Rouhani-Allied Realists Winning Elections Throughout Iran
Rouhani gained further momentum from local election victories on Friday by fellow reformists and moderates in at least eight major cities, according to newly posted results.
Those cities include Tehran, where supporters of Rouhani are now in position to oust its hard-line conservative mayor of 14 years.
While Rouhani’s re-election was not necessarily a surprise,
his margin of victory was unexpectedly strong.
The victories by reformists and moderates in Iran’s urban areas also seemed to signal
a further weakening of the hard-line conservatives who hold much of the power in Iran.
The election was the first time that reformists and moderates gained full control over the Tehran municipality council.

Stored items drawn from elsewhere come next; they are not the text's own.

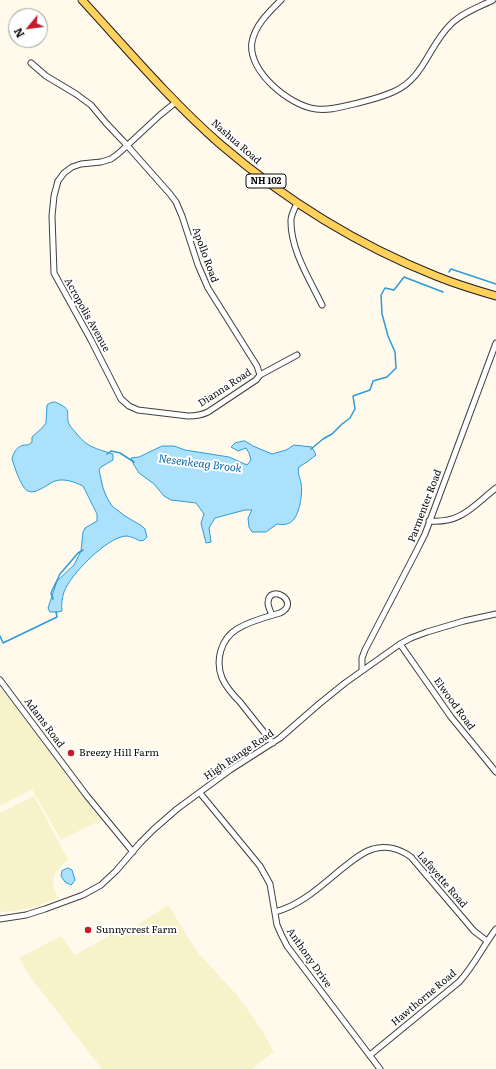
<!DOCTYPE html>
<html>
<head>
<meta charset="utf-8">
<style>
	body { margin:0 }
	#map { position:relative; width:496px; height:1069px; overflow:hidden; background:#fffaeb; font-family:Literata,serif }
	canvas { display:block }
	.north { position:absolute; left:8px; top:8px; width:40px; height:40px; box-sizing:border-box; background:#fff; border:1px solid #9e9e9e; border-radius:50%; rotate:241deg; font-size:11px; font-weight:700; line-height:16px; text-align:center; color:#0c0c0c }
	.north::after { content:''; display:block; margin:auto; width:14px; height:18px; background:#c71928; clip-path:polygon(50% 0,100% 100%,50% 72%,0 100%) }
</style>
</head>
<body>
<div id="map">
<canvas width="496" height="1069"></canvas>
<div class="north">N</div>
</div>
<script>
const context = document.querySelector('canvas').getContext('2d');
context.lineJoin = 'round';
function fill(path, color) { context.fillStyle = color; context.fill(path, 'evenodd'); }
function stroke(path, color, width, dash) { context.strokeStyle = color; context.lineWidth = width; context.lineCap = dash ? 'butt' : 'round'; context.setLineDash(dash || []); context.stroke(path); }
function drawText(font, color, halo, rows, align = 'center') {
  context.font = font + ' Literata,serif'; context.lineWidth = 4; context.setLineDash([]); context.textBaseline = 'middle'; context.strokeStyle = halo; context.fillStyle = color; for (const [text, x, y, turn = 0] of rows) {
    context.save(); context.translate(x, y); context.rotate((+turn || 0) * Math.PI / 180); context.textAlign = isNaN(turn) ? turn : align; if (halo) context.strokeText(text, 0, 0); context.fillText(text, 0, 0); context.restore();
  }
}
fill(new Path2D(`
	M0,689h2l66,88 33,43 -40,20 -29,-51 -32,17z
	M34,796l34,63 -14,15 -1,10 5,14 -23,9 -22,4 -13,1v-99z
	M168,905l31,49 38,41 25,35 12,22 -22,17h-150l-71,-91 -12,-20 42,-22 14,19 37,-21 18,-4z`), '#f7f2c9');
const water = new Path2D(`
	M55,402c21,9 8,10 15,24 2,2 4,5 6,7 12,15 19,15 37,21v6l-12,7 -2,3 4,18 4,10 5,8 13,10 17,10 3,3 2,8 -3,3 -4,1c-4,-2 -9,-5 -14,-5 -19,1 -56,39 -62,56 -2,6 -3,13 -2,19l-4,1h-8l-2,-4 9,-27 17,-16 7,-14 2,-19 2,-4 12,-7v-7l-14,-28c-9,-4 -18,-8 -28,-5 -10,4 -24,19 -32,5 -5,-8 -8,-18 -11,-27 2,-9 7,-15 16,-14l4,-3v-5l10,-9 4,-5 1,-18 3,-2z
	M245,441l8,5 19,8 14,-4 8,-5 18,2 4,8 -9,7 -8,5c-2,6 1,10 2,16 2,8 -1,29 -7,36 -4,6 -11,6 -17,5l-11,8h-14l-3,-5 -1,-9 4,-8h-7l-30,8 -6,10 2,14 -5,1 -5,-20 3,-9 -8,-11 -25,-3 -7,-4 -10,-12 -15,-11 -5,-8 -3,-7 8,-1 23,-11h12l11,4 44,7 18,8 4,-5 -2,-7 -3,-5 -8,3 -7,-4 4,-4z
	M68,868l4,2 3,10 -2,3 -2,2 -6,-3 -4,-6 1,-5z`);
fill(water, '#abe1fb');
stroke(water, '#2c9bd8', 1);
stroke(new Path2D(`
	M449,272l2,-3 45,15
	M311,449l12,-10 9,-5 10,-10 8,-6 5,-9 -2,-13 17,-6 3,-9 14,-4 9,-9 -1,-16 -7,-16 -6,-22 -1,-19 4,-7 9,2 10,-13 39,15
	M107,454l4,-3 9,2 14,9
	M53,599l-2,-6 9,-19 18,-21 5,-3
	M0,636l3,7 54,-26 -1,-5`), '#2c9bd8', 1.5);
const minor = new Path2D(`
	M281,0c-12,12 -26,25 -29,42 -5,29 38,64 64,67 14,2 28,-3 42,-6 12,-3 24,-6 35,-11 32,-14 35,-46 58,-68 11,-11 28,-17 42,-24
	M31,63l15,13 30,18 15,11 15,18 18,19 46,52 6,8 6,14 16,49 10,23 49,78 3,9
	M176,102l-16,13 -41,38 -8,6 -10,3 -20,2 -9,3 -8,6 -6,8 -4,15 -2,20 2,57 37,67 30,59 8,7 9,4 50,6c8,0 14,-1 20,-4l48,-32 4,-5 37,-20
	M297,203c-2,5 -6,12 -6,17 -1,29 19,60 31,85
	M429,521c32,3 44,-15 67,-33
	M272,615c-1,-3 -4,-8 -4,-12 1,-21 34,-1 12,10 -14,4 -30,8 -43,16 -16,10 -22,31 -15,49 4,9 11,17 18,24 11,14 22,28 33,41
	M400,644l51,73 45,55
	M362,670v-12l3,-8 51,-98 9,-18 71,-191
	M0,680l87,116 46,56
	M200,793l60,73 10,18 7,41 4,9 6,12 93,123
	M275,912c27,-7 48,-28 69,-45 9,-7 18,-15 29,-18 13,-4 27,0 38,8l63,74 13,10
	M0,919l26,-4 19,-6 38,-14 18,-10 15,-14 24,-28 14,-14 23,-20 53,-39 50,-32 39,-34 26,-21 55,-39 11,-6 16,-6 37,-11 32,-7
	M370,1055l89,-73c15,-16 24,-36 37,-53`);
const major = new Path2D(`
	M82,0c45,49 88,100 138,144 64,55 138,101 216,132 19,8 40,14 60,20`);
stroke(minor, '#3f3f3f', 7);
stroke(major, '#1d1d1d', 9);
stroke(minor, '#fff', 5);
stroke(major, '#ffd15b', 7);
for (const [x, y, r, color] of [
	[71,753,4,"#c71928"],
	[88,930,4,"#c71928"]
]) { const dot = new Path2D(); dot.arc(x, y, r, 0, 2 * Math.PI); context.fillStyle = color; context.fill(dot); stroke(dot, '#fff', 1.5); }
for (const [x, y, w] of [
	[266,181,40]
]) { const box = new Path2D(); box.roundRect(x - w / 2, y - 7, w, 14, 3); context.fillStyle = '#fff'; context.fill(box); stroke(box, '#0c0c0c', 1); }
drawText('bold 9px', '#0c0c0c', null, [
	["NH 102",266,181]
]);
drawText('10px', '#0c0c0c', '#fff', [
	["Nashua Road",236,142,41],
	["Apollo Road",205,255,70],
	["Acropolis Avenue",87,315,61],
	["Dianna Road",225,388,-33],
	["Parmenter Road",425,506,-69],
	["Elwood Road",454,704,54],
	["Adams Road",44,723,53],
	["High Range Road",239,755,-34],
	["Lafayette Road",442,880,49],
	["Anthony Drive",309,958,55],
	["Hawthorne Road",424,998,-40]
]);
drawText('10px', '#0c0c0c', '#fff', [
	["Breezy Hill Farm",79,753],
	["Sunnycrest Farm",96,930]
], 'left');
drawText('italic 11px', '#0b6aa8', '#fff', [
	["Nesenkeag Brook",200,464,7]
]);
</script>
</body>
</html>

This will allow them to remove Mayor Mohammad Baqer Qalibaf,
a hard-liner who had originally entered the presidential race to challenge Rouhani but withdrew a few days before the vote.
The top vote-getter in the Tehran municipal ballot appeared to be Mohsen Hashemi,
the oldest son of the late Ayatollah Ali Akbar Hashemi Rafsanjani,
which makes it likely that he will become the next mayor.
The victories are expected to allow Iran’s more moderate political factions to ignore or ease
some social restrictions enforced by Shiite Muslim clerics, for instance in organizing concerts.
In the eastern city of Mashhad, the moderates took all the seats in what appeared to be an answer to unelected clerics
who had ignored government orders to allow concerts in the city, which is home to Iran’s most important Shiite shrine.
Shargh, a reformist daily newspaper, said the reformists were also leading in other major Iranian cities
like Isfahan, Kerman, Semnan, Shiraz, Tabriz and Zahedan.